Automakers thrived in 2021 amid chip shortages, flat sales and rising material costs


Revenues were the main driver of the increase in profitability: revenues increased 12% in Europe, 13% in the United States and 15% in South Korea, despite flat or declining sales.

Indeed, automakers have been successful in getting consumers to pay more for cars, through higher list prices and reduced incentives, largely because a lack of semiconductors has sharply reduced the production.

Automakers channeled their limited supply of chips into more expensive models, improving price mix and boosting profit margins.
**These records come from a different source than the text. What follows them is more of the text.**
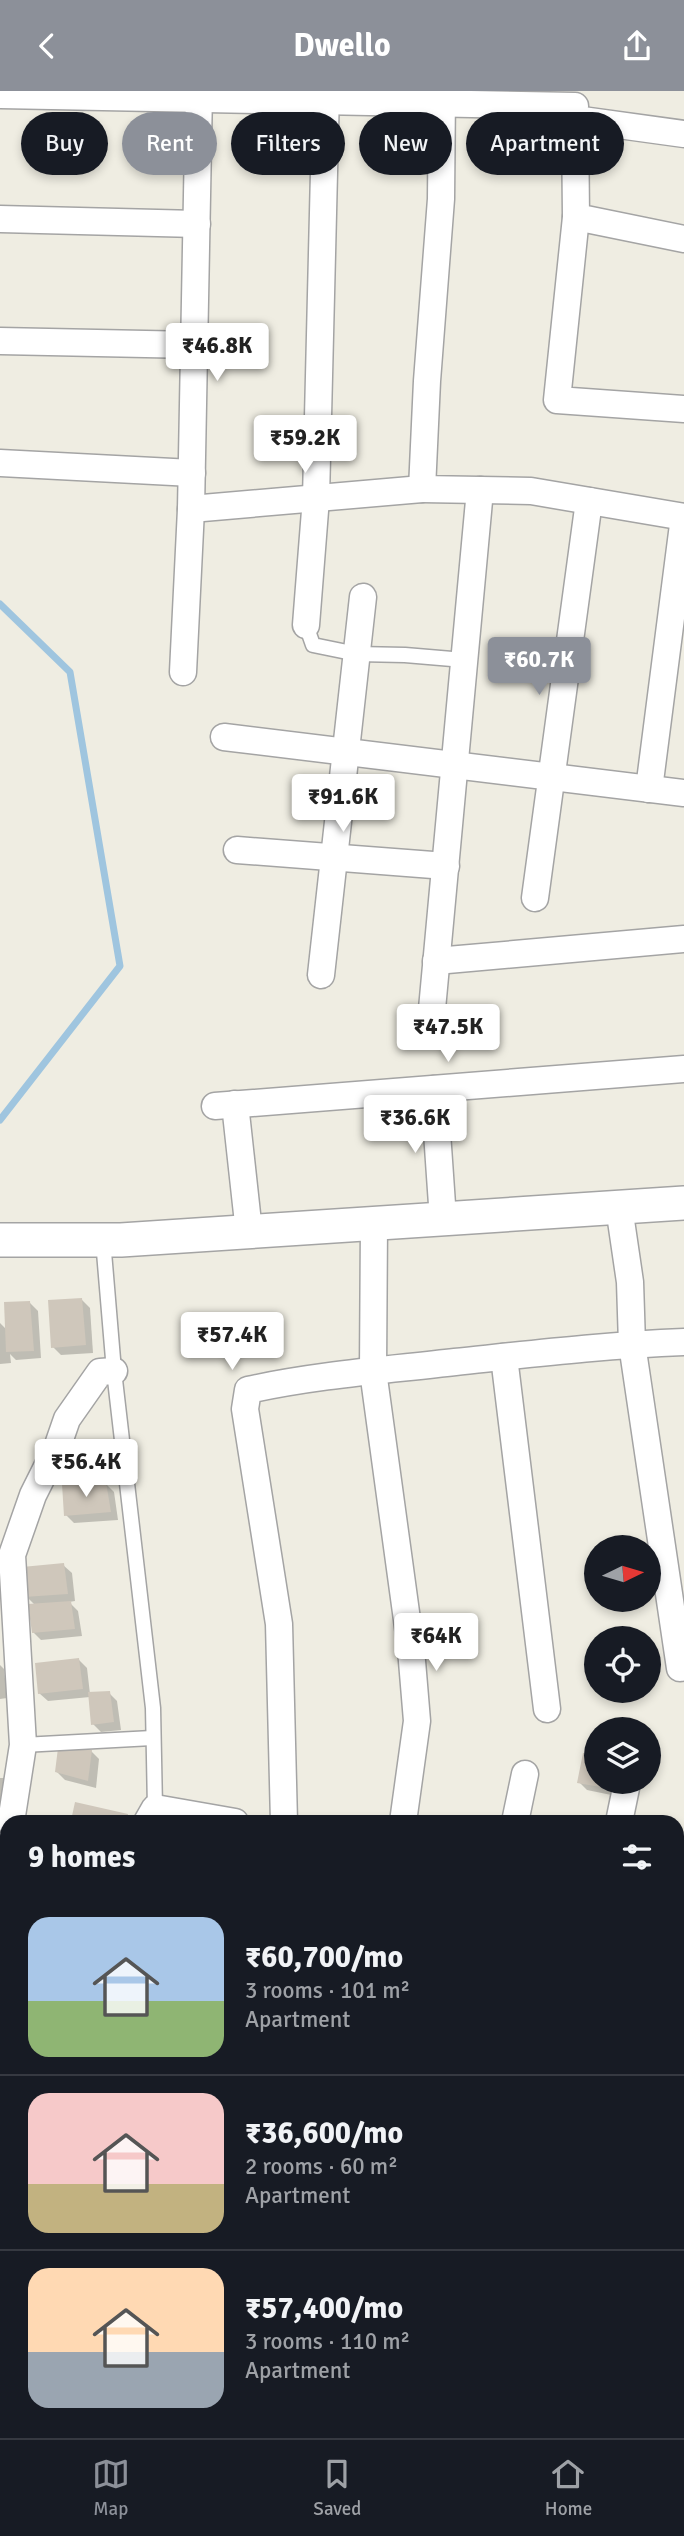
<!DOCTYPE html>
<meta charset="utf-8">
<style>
:root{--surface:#171b24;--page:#242831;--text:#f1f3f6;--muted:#9ea1a6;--line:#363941;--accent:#8c9099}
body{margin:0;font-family:Signika,sans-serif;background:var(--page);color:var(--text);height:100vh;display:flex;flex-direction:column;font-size:26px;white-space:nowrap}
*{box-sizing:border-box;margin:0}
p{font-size:23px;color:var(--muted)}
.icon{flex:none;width:38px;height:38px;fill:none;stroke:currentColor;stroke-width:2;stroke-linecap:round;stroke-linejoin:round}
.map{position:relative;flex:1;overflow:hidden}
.details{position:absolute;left:0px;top:1724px;width:684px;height:625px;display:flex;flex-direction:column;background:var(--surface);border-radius:21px 21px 0 0;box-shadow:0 4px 10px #0003}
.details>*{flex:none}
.hud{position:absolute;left:21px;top:21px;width:642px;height:63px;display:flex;gap:14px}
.needle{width:46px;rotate:85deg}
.controls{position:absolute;left:584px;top:1444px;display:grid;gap:14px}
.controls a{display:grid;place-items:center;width:77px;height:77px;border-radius:50%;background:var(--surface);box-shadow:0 4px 10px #0003;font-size:35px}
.price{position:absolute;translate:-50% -60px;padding:0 16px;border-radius:7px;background:#fff;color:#222;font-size:23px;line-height:46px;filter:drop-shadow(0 2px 4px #0008)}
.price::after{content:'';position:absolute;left:50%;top:42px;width:21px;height:16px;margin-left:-10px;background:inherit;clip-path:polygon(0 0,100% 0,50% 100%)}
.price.active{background:var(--accent);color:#fff}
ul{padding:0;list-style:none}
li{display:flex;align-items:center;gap:21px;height:175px;padding:0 28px}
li+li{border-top:2px solid var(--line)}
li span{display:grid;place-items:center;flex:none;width:196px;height:140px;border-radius:21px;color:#555}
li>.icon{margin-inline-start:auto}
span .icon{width:84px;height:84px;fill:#fffc;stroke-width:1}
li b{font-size:30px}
h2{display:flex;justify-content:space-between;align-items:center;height:84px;padding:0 28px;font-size:30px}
.pill{padding:0 24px;border-radius:32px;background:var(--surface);box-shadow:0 4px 10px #0003;font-size:24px;line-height:63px}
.pill.active{background:var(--accent);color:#fff}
header{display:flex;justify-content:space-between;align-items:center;height:91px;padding:0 28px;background:var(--accent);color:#fff;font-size:32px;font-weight:700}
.tab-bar{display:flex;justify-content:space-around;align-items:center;height:98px;border-top:2px solid var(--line);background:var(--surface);font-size:19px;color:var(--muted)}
.tab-bar a{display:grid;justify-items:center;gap:4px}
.tab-bar .active{color:var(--accent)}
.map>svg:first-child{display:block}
.shadow{fill:#0003}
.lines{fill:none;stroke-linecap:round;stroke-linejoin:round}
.stream{stroke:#9fc5df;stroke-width:7}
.building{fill:#cfc7bb}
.service-casing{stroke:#a4a4a4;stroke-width:17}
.minor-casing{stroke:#a4a4a4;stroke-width:29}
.tertiary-casing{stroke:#a4a4a4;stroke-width:36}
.service{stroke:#fff;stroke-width:14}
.minor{stroke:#fff;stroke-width:26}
.tertiary{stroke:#fff;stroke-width:33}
</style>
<header><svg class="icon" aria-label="back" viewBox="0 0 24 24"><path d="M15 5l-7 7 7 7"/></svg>Dwello<svg class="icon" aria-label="share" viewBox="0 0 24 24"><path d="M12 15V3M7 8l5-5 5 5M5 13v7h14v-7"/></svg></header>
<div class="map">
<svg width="684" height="2347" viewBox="0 0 684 2347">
<rect width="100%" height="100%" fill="#efede2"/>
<!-- shadow -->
<g class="shadow">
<polygon points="82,1209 90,1217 93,1262 61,1264 53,1256"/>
<polygon points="30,1212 38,1220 41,1267 16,1269 10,1263 11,1272 0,1273 0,1232 7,1239"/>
<polygon points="106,1393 114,1401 118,1429 74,1432 66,1424"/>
<polygon points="63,1474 72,1482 75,1510 69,1511 78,1520 82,1545 41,1549 33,1541 35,1514 26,1505"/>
<polygon points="79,1569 87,1577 90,1603 109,1602 117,1610 121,1639 101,1641 93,1633 90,1606 48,1610 39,1602"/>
<polygon points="0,1574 4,1578 7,1607 0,1608"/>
<polygon points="91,1660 99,1668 96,1697 65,1689 57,1681"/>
<polygon points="0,1687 5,1687 0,1717"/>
<polygon points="623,1690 621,1706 587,1699 579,1691"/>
<polygon points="74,1724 128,1724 134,1731 81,1731"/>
<polygon points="7,1870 7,1905 0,1899 0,1877"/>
<polygon points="0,2010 7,2016 3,2049 0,2048"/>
</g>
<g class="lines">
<!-- stream -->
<polyline class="stream" points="0,513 70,581 120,875 0,1029"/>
</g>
<!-- building -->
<g class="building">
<polygon points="82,1207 86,1254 51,1257 48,1209"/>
<polygon points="30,1210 34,1260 6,1261 4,1211"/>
<polygon points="106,1391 111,1421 64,1425 62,1393"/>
<polygon points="64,1472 68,1503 24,1506 22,1476"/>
<polygon points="71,1510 75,1538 32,1542 28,1513"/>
<polygon points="79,1567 83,1598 38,1603 35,1572"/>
<polygon points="110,1600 114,1631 91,1634 88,1601"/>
<polygon points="58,1657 92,1659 88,1690 55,1681"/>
<polygon points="583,1662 597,1664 597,1690 614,1690 613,1698 577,1692"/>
<polygon points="75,1711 128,1723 127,1731 97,1731 72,1725"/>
<polygon points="0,1867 7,1868 7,1899 0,1898"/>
</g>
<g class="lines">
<defs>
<g id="service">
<polyline points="306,534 313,554 357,563 405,564 464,569"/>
<polyline points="103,1149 114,1280 153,1617 155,1717"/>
<polyline points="23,1654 152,1647"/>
</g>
<g id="minor">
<polyline points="442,0 441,108 427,290 422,398 531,400 684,426"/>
<polyline points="0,4 575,15"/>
<polyline points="684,43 575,28 576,126 684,148"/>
<polyline points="576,126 557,309 684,318"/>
<polyline points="0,128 197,133"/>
<polyline points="0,250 194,254"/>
<polyline points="0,372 192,382"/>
<polyline points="191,418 422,398"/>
<polyline points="306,534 316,407 326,0"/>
<polyline points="183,581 191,418 199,0"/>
<polyline points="224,646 684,702"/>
<polyline points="649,698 684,426"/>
<polyline points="237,759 446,775"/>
<polyline points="535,807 589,410"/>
<polyline points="436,870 684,848"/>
<polyline points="321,884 363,506"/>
<polyline points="432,918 480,399"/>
<polyline points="434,998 443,1128"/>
<polyline points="235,1013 249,1141"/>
<polyline points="215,1015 684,978"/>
<polyline points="619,1116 630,1191 632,1253 680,1577"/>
<polyline points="374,1132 373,1280 411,1558 417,1630 403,1731"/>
<polyline points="504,1266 547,1618"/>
<polyline points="11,1731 23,1654 12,1464 33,1404 58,1354 67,1328 100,1281 114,1280"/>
<polyline points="147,1731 155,1717 235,1731"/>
<path d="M284 1731 279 1533 245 1318 248 1299C316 1284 386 1279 455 1271 531 1263 607 1254 684 1251"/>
<polyline points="515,1731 525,1683"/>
<polyline points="619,1731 626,1697"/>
<polyline points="0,1792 7,1753"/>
<polyline points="677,1926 684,1926"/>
<polyline points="677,2056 684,2057"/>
<polyline points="0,2122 7,2087"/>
<polyline points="677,2240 684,2238"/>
<polyline points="0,2319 7,2320"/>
<polyline points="111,2347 112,2342"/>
<polyline points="241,2347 243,2342"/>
<polyline points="373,2347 374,2342"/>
</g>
<polyline id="tertiary" points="0,1149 121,1149 684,1112"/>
</defs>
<!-- service casing -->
<use href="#service" class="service-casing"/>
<!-- minor casing -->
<use href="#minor" class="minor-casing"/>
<!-- tertiary casing -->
<use href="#tertiary" class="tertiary-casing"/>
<!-- service -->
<use href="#service" class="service"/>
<!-- minor -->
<use href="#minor" class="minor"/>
<!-- tertiary -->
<use href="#tertiary" class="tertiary"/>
</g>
</svg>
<div class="controls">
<a><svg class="needle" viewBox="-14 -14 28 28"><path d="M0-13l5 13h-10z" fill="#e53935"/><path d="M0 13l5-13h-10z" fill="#9ea1a6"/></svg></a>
<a><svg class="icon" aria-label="locate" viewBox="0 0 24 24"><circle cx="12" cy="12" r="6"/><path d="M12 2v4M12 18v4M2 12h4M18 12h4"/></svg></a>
<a><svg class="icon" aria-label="layers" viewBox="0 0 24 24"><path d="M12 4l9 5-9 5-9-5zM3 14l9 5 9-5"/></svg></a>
</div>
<b class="price" style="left:217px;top:292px">₹46.8K</b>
<b class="price" style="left:305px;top:384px">₹59.2K</b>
<b class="price active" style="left:539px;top:606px">₹60.7K</b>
<b class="price" style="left:343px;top:743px">₹91.6K</b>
<b class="price" style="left:448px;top:973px">₹47.5K</b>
<b class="price" style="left:415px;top:1064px">₹36.6K</b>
<b class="price" style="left:232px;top:1281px">₹57.4K</b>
<b class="price" style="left:86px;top:1408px">₹56.4K</b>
<b class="price" style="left:436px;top:1582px">₹64K</b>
<div class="hud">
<a class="pill">Buy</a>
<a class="pill active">Rent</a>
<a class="pill">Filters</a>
<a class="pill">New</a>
<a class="pill">Apartment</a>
</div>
<section class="details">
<h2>9 homes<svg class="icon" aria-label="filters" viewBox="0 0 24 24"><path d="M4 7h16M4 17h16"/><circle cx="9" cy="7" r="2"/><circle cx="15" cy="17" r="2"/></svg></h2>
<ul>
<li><span style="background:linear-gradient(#a9c7e8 60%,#8fb573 0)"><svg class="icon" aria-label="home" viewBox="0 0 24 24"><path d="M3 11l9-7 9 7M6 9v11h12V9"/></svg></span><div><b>₹60,700/mo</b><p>3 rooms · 101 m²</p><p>Apartment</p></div></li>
<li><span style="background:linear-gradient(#f6c9c9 65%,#c2b280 0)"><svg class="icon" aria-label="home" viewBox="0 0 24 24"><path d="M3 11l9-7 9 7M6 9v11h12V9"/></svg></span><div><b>₹36,600/mo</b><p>2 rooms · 60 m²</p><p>Apartment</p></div></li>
<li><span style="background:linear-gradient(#ffd9b3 60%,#9aa5b1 0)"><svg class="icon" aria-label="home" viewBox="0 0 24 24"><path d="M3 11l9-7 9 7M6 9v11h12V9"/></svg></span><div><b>₹57,400/mo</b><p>3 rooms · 110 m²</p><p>Apartment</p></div></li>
</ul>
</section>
</div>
<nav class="tab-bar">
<a class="active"><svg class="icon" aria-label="map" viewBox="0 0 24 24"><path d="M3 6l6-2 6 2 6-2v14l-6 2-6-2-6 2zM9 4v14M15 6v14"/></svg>Map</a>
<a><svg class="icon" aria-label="saved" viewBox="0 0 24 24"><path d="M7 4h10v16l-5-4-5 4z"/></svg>Saved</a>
<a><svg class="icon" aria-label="home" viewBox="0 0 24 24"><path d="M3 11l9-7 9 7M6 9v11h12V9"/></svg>Home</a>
</nav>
Double-digit price increases in certain markets and segments more than offset the impact on margins of lower volumes and the cost of electrification. For example, Stellantis saw average transaction prices increase by 20% in the U.S. retail market, due to a combination of price increases at showrooms, lower incentives and a more mix. rich.

Cutting costs also helped. Stellantis, in its first year after its creation by the merger of Groupe PSA and Fiat Chrysler Automobiles, achieved 3.2 billion euros in net cash synergies, a figure above expectations. Stellantis CEO Carlos Tavares told analysts the group had lowered its break-even point to less than 50% of unit sales.

Renault, which has already cut operating expenses by billions since 2020 as part of its own cost-cutting plan, said it was able to lower its break-even point by 40% two years earlier. provided that.